Wayne Evans
- Date of birth: 3 June 1984 (age 41)
- Place of birth: Carmarthen, Wales
- Height: 178 cm (5 ft 10 in)
- Weight: 85 kg (13 st 5 lb)

Rugby union career
- Current team: Coventry R.F.C.

Senior career
- Years: Team / Apps / (Points)
- 2007–2014: NG Dragons / 142 / (65)
- 2014-: Coventry / 0 / (0)
- Correct as of 22 November 2011

= Wayne Evans (rugby union) =

Welsh rugby player

Wayne Evans (born 3 June 1984) is a Welsh rugby union footballer who plays scrum half and has gained international honours with Wales under 18s, 21s and Sevens (Dubai, George, Commonwealth Games, Hong Kong, Adelaide, London and Murreyfield).

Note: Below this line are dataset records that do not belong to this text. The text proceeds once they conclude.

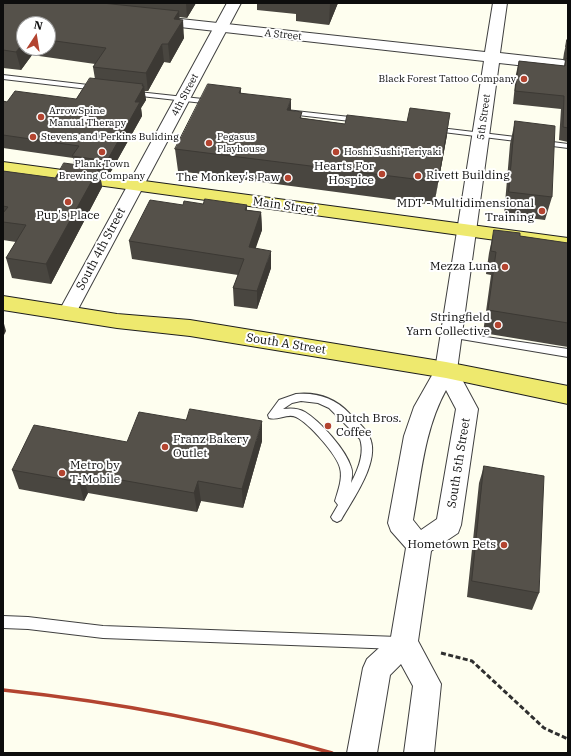 <!DOCTYPE html>
<html>
<head>
<meta charset="utf-8">
<style>
  body { margin:0 }
  #map { position:relative; width:571px; height:756px; overflow:hidden; background:#fefeef; font-family:"IBM Plex Serif",serif }
  canvas { display:block }
  .frame { position:absolute; inset:0; border:4px solid #0d0d0d; pointer-events:none }
  .north { position:absolute; left:16px; top:16px; width:40px; height:40px; box-sizing:border-box; background:#fff; border:1px solid #9e9e9e; border-radius:50%; rotate:12deg; font-size:11px; font-weight:700; line-height:16px; text-align:center; color:#0d0d0d }
  .north::after { content:''; display:block; margin:auto; width:14px; height:18px; background:#b34430; clip-path:polygon(50% 0,100% 100%,50% 72%,0 100%) }
</style>
</head>
<body>
<div id="map">
<canvas width="571" height="756"></canvas>
<div class="frame"></div>
<div class="north">N</div>
</div>
<script>
const g = document.querySelector('canvas').getContext('2d');
g.lineJoin = 'round';
function trace(path, color, width, dash) { g.strokeStyle = color; g.lineWidth = width; g.lineCap = dash ? 'butt' : 'round'; g.setLineDash(dash || []); g.stroke(path); }
function paint(path, color) { g.fillStyle = color; g.fill(path, 'evenodd'); }
function label(font, color, halo, rows, align = 'center') {
  g.font = font + ' "IBM Plex Serif",serif'; g.lineWidth = 4; g.setLineDash([]); g.textBaseline = 'middle'; g.strokeStyle = halo; g.fillStyle = color; for (const [text, x, y, turn = 0] of rows) {
    g.save(); g.translate(x, y); g.rotate((+turn || 0) * Math.PI / 180); g.textAlign = isNaN(turn) ? turn : align; if (halo) g.strokeText(text, 0, 0); g.fillText(text, 0, 0); g.restore();
  }
}
const path = new Path2D(`
  M441,653L472,661L544,728L568,739`);
const service = new Path2D(`
  M3,75L97,86L101,88L97,90L3,79Z
  M129,91L212,100L216,102L212,104L132,95H129Z
  M286,110L359,118L363,120L359,122L289,114L285,112Z
  M432,127L524,138L528,140L524,142L435,131H432Z
  M537,140L568,144V148L537,144Z
  M452,332L568,349V357L449,337L447,335L449,333Z
  M296,394C316,392 335,398 349,413C356,421 365,427 369,436C382,460 352,500 341,520L337,522L333,520L331,517L338,505L335,501C338,491 343,478 340,468C337,455 309,423 296,417C287,413 278,421 269,418L268,415L279,400ZM301,401L318,403L329,408L360,439C365,453 358,470 351,483C352,477 353,472 351,467C346,450 320,421 305,412C298,408 291,408 283,409L292,403Z
  M3,616L28,617L103,626L398,637L402,639L404,643L402,647L398,649L103,638L28,629L3,628Z`);
const minor = new Path2D(`
  M227,3H241L76,313L74,318L67,320L60,318L58,313Z`);
const tertiary = new Path2D(`
  M493,3H507L500,53L563,60L568,62V68L563,70L499,63L457,370L478,409L461,525L458,533L431,551L418,641L441,684L434,753H404L413,686L401,664L390,675L377,753H347L363,668L367,659L391,637L406,548L391,531L388,523L404,436L414,407L435,370L484,61L153,24L148,23L146,20L148,17L153,16L485,52ZM446,390L456,409L437,519L421,530L413,520C421,476 424,430 446,390Z`);
const primary = new Path2D(`
  M3,162L568,238V250L3,172Z
  M3,296L117,314L190,320L446,362L568,386V404L446,378L190,336L117,328L3,310Z`);
const rail = new Path2D(`
  M3,690C115,702 224,722 332,753`);
const wall = new Path2D(`
  M3,3H196L187,18L179,17L184,38L170,63L164,62L148,91H144L146,100L141,108L142,116L109,175L100,174L102,187L51,284L12,278L6,258L16,242L3,240V171L55,178L74,164L73,158L3,148V101L7,102L76,99L95,79L93,67L95,64L32,55L21,70L3,68ZM24,24H48V48H24Z
  M257,3H338L329,25L296,21V14L257,10Z
  M567,40L568,41V142L559,140L561,109L513,104L516,74L519,61L564,66L565,60H563L564,53Z
  M241,88V93L291,110L302,118L345,124L447,135L434,205L178,171L175,149Z
  M515,121L552,197L545,220L504,215L510,144Z
  M203,204L247,205V210L261,212L262,230L255,248L271,268L257,309L234,306L233,288L238,275L132,259L129,241L183,205Z
  M494,230L520,236L568,243V347L483,333L491,275L486,274L489,253Z
  M262,441L243,508L201,501L197,512L88,493L84,501L19,489L12,470L127,442Z
  M484,466L539,593L532,610L467,597L479,483Z`);
const shadedWall = new Path2D(`
  M186,3H196L187,18Z
  M330,3H338L329,25Z
  M179,11L180,25L183,20L184,38L170,63L168,44L174,19Z
  M24,42V48H30L32,55L21,70L16,52Z
  M162,44L164,62L148,91L146,73Z
  M143,84V88L144,86L146,100L141,108L142,116L109,175L107,161Z
  M291,99V121L287,110Z
  M450,113L447,135L434,205Z
  M99,168L102,187L51,284L46,264Z
  M261,212L262,230L250,265L249,247Z
  M271,251V268L257,309V291Z
  M3,320L6,331L3,337Z
  M262,421V441L243,508L242,489Z
  M82,473L88,493L84,501L79,482Z
  M198,481L201,501L197,512L194,493Z`);
const building = new Path2D(`
  M3,3H102L179,11L174,19L183,20L168,44H162L146,73L93,67L106,48L48,40V24H24V42L16,52L3,50Z
  M567,40L568,41V48L566,47Z
  M568,58V128L563,127L564,96L515,91L519,61L565,66L566,59Z
  M90,78L143,84L142,86H144L135,102H140L107,161L72,156L79,146L3,135V101L7,102L15,91L76,99Z
  M208,84L241,88L239,93L291,99L287,110L302,112L300,118L345,124L347,115L407,122L410,108L450,113L438,182L175,149Z
  M515,121L555,126L552,197L509,192Z
  M64,163L99,168L46,264L6,258L26,225L3,222V213L8,207L3,206V171L55,178Z
  M205,199L247,205L245,210L261,212L249,247L271,251L257,291L233,288L244,259L129,241L150,200L183,205L184,201L203,204Z
  M494,230L520,233V236L568,243V323L488,310L496,252L491,251Z
  M190,409L262,421L242,489L198,481L194,493L82,473L79,482L12,470L34,425L127,442L139,412L186,420Z
  M484,466L544,476L539,593L472,581Z`);
const markers = [
  [524,79,4,"#b34430"],
  [41,117,4,"#b34430"],
  [33,137,4,"#b34430"],
  [209,143,4,"#b34430"],
  [102,152,4,"#b34430"],
  [336,152,4,"#b34430"],
  [382,174,4,"#b34430"],
  [418,176,4,"#b34430"],
  [288,178,4,"#b34430"],
  [68,202,4,"#b34430"],
  [542,211,4,"#b34430"],
  [505,267,4,"#b34430"],
  [498,325,4,"#b34430"],
  [328,426,4,"#b34430"],
  [165,447,4,"#b34430"],
  [62,473,4,"#b34430"],
  [504,545,4,"#b34430"]
];
const farStreetnames = [
  ["A Street",283,35,6],
  ["4th Street",185,95,-62],
  ["5th Street",484,117,-82]
];
const farPoinames = [
  ["Black Forest Tattoo Company",516,79,"right"],
  ["ArrowSpine",49,111],
  ["Manual Therapy",49,123],
  ["Stevens and Perkins Buliding",41,137],
  ["Pegasus",217,137],
  ["Playhouse",217,149],
  ["Hoshi Sushi Teriyaki",344,152],
  ["Plank Town",102,164,"center"],
  ["Brewing Company",102,176,"center"]
];
const poiNames = [
  ["Hearts For",374,167],
  ["Hospice",374,181],
  ["Rivett Building",426,176,"left"],
  ["The Monkey's Paw",280,178],
  ["MDT - Multidimensional",534,204],
  ["Training",534,218],
  ["Pup's Place",68,216,"center"],
  ["Mezza Luna",497,267],
  ["Stringfield",490,318],
  ["Yarn Collective",490,332],
  ["Dutch Bros.",336,419,"left"],
  ["Coffee",336,433,"left"],
  ["Franz Bakery",173,440,"left"],
  ["Outlet",173,454,"left"],
  ["Metro by",70,466,"left"],
  ["T-Mobile",70,480,"left"],
  ["Hometown Pets",496,545]
];
const streetNames = [
  ["Main Street",285,206,8],
  ["South 4th Street",101,249,-62],
  ["South A Street",286,344,9],
  ["South 5th Street",459,463,-81]
];
trace(service, '#404040', 2);
trace(minor, '#404040', 2);
trace(tertiary, '#404040', 2);
trace(primary, '#1e1e1e', 2);
trace(path, '#2f2f2f', 3, [5, 2.5]);
paint(service, '#fff');
paint(minor, '#fff');
paint(tertiary, '#fff');
paint(primary, '#eee96e');
trace(rail, '#b34430', 3.5);
paint(wall, '#494640');
paint(shadedWall, '#3c3934');
paint(building, '#55514a');
trace(building, '#3c3934', 1);
for (const [x, y, r, color] of markers) { const dot = new Path2D(); dot.arc(x, y, r, 0, 2 * Math.PI); g.fillStyle = color; g.fill(dot); trace(dot, '#fff', 1.5); }
label('10px', '#0d0d0d', '#fff', farStreetnames);
label('10px', '#0d0d0d', '#fff', farPoinames, 'left');
label('12px', '#0d0d0d', '#fff', poiNames, 'right');
label('12px', '#0d0d0d', '#fff', streetNames);
</script>
</body>
</html>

Evans started playing rugby St Clears and Narberth at junior level, before playing for the youth team at Carmarthen Quins. In 2001, Evans played for the Scarlets Academy and Carmarthen Quins Seniors XV. Cardiff Blues signed Evans in 2005, where he was also involved in playing for Pontypridd RFC prior to joining Newport Gwent Dragons.

Evans signed an extended contract with Newport Gwent Dragons in January 2010.